Collected data entries:
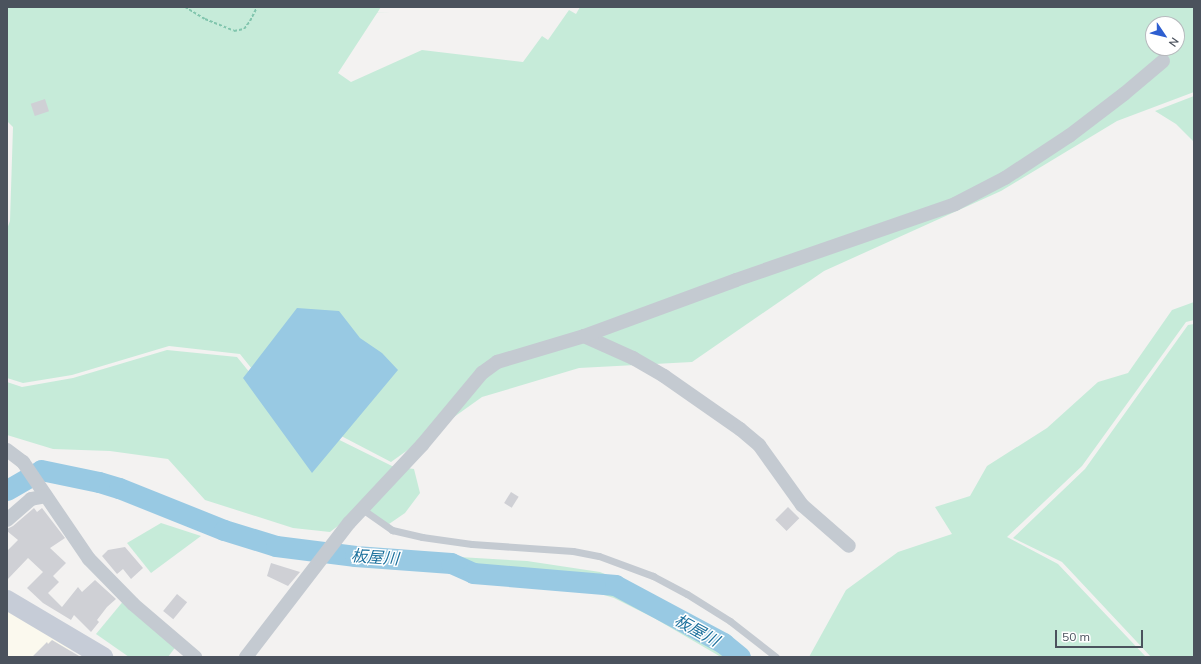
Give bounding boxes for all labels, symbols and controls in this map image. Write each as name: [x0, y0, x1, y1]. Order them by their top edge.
north arrow: [1145, 16, 1185, 56]
text: N: [1166, 35, 1182, 50]
water label: 板屋川: [350, 546, 400, 568]
water label: 板屋川: [671, 610, 723, 650]
scale bar: [1057, 622, 1145, 648]
text: 50 m: [1062, 629, 1090, 644]

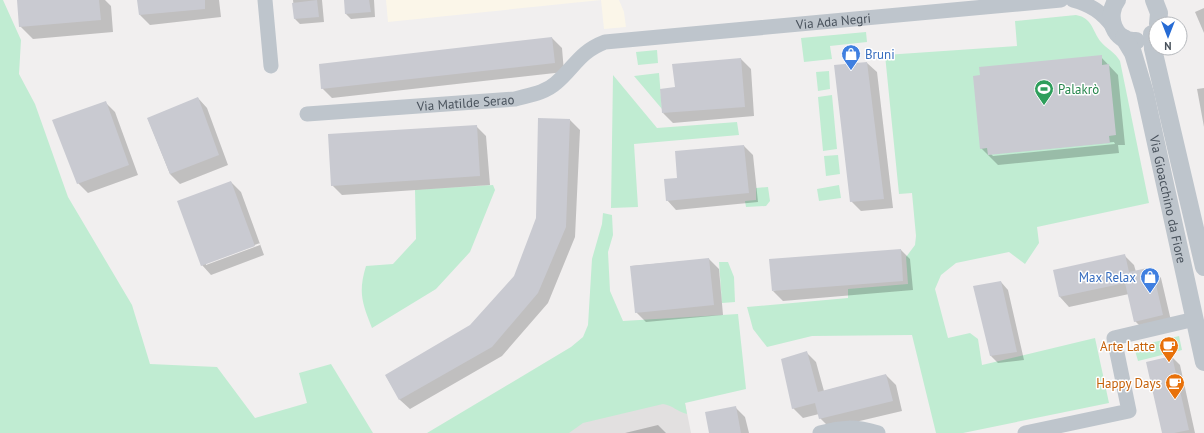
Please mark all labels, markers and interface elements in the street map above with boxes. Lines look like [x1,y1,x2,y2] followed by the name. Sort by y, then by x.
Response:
[794,9,872,33] street label: Via Ada Negri
[1148,16,1188,56] north arrow
[1164,39,1172,53] text: N
[840,43,862,71] shop icon: Bruni
[865,46,895,63] place label: Bruni
[1033,78,1055,106] sports icon: Palakrò
[1058,81,1099,98] place label: Palakrò
[415,91,515,115] street label: Via Matilde Serao
[1146,133,1191,265] street label: Via Gioacchino da Fiore
[1139,266,1161,294] shop icon: Max Relax
[1079,269,1136,286] place label: Max Relax
[1158,335,1180,363] cafe icon: Arte Latte
[1100,338,1155,355] place label: Arte Latte
[1164,372,1186,400] cafe icon: Happy Days
[1096,375,1161,392] place label: Happy Days

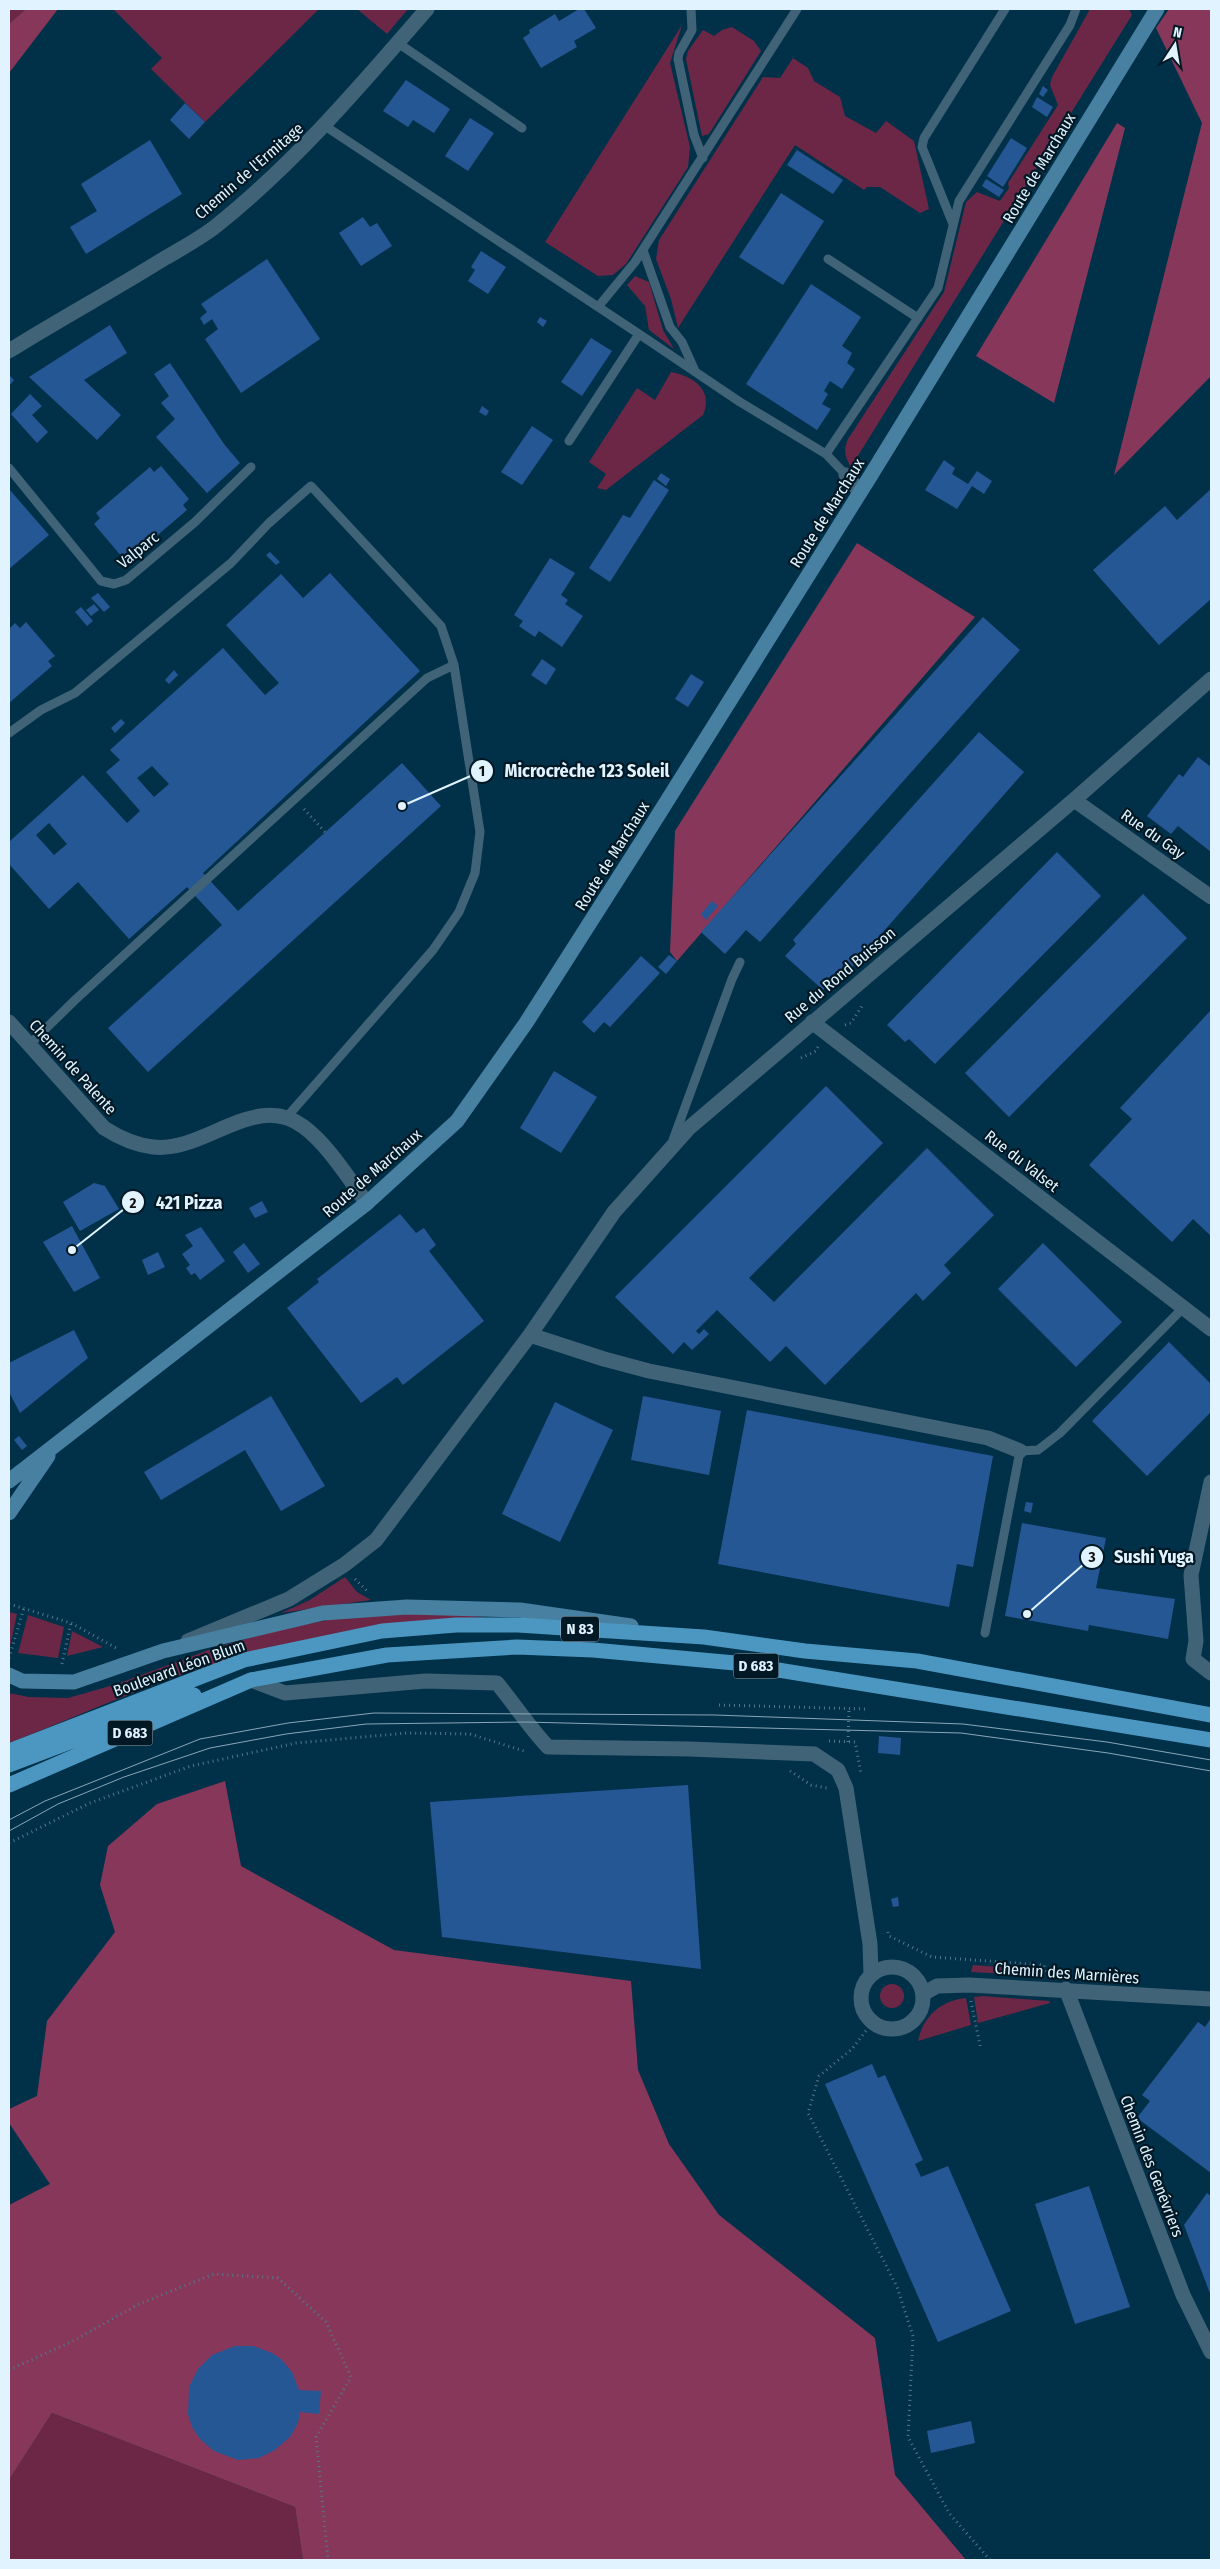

§ **ACTIVITY**
Above are the entries; write them out again exactly, omitting the pictures.

§ **EXERCISE RESPONSE**
Give bounding boxes for all labels, symbols and controls in this map image. Write each as name: [x0, y0, x1, y1]. Order them by their top edge.
north arrow: [1145, 16, 1185, 56]
text: N: [1166, 35, 1182, 50]
water label: 板屋川: [350, 546, 400, 568]
water label: 板屋川: [671, 610, 723, 650]
scale bar: [1057, 622, 1145, 648]
text: 50 m: [1062, 629, 1090, 644]

Please mark all labels, markers and interface elements in the street map above with boxes. Lines look like [x1,y1,x2,y2] followed by the name. Sort by y, then by x.
Response:
[794,9,872,33] street label: Via Ada Negri
[1148,16,1188,56] north arrow
[1164,39,1172,53] text: N
[840,43,862,71] shop icon: Bruni
[865,46,895,63] place label: Bruni
[1033,78,1055,106] sports icon: Palakrò
[1058,81,1099,98] place label: Palakrò
[415,91,515,115] street label: Via Matilde Serao
[1146,133,1191,265] street label: Via Gioacchino da Fiore
[1139,266,1161,294] shop icon: Max Relax
[1079,269,1136,286] place label: Max Relax
[1158,335,1180,363] cafe icon: Arte Latte
[1100,338,1155,355] place label: Arte Latte
[1164,372,1186,400] cafe icon: Happy Days
[1096,375,1161,392] place label: Happy Days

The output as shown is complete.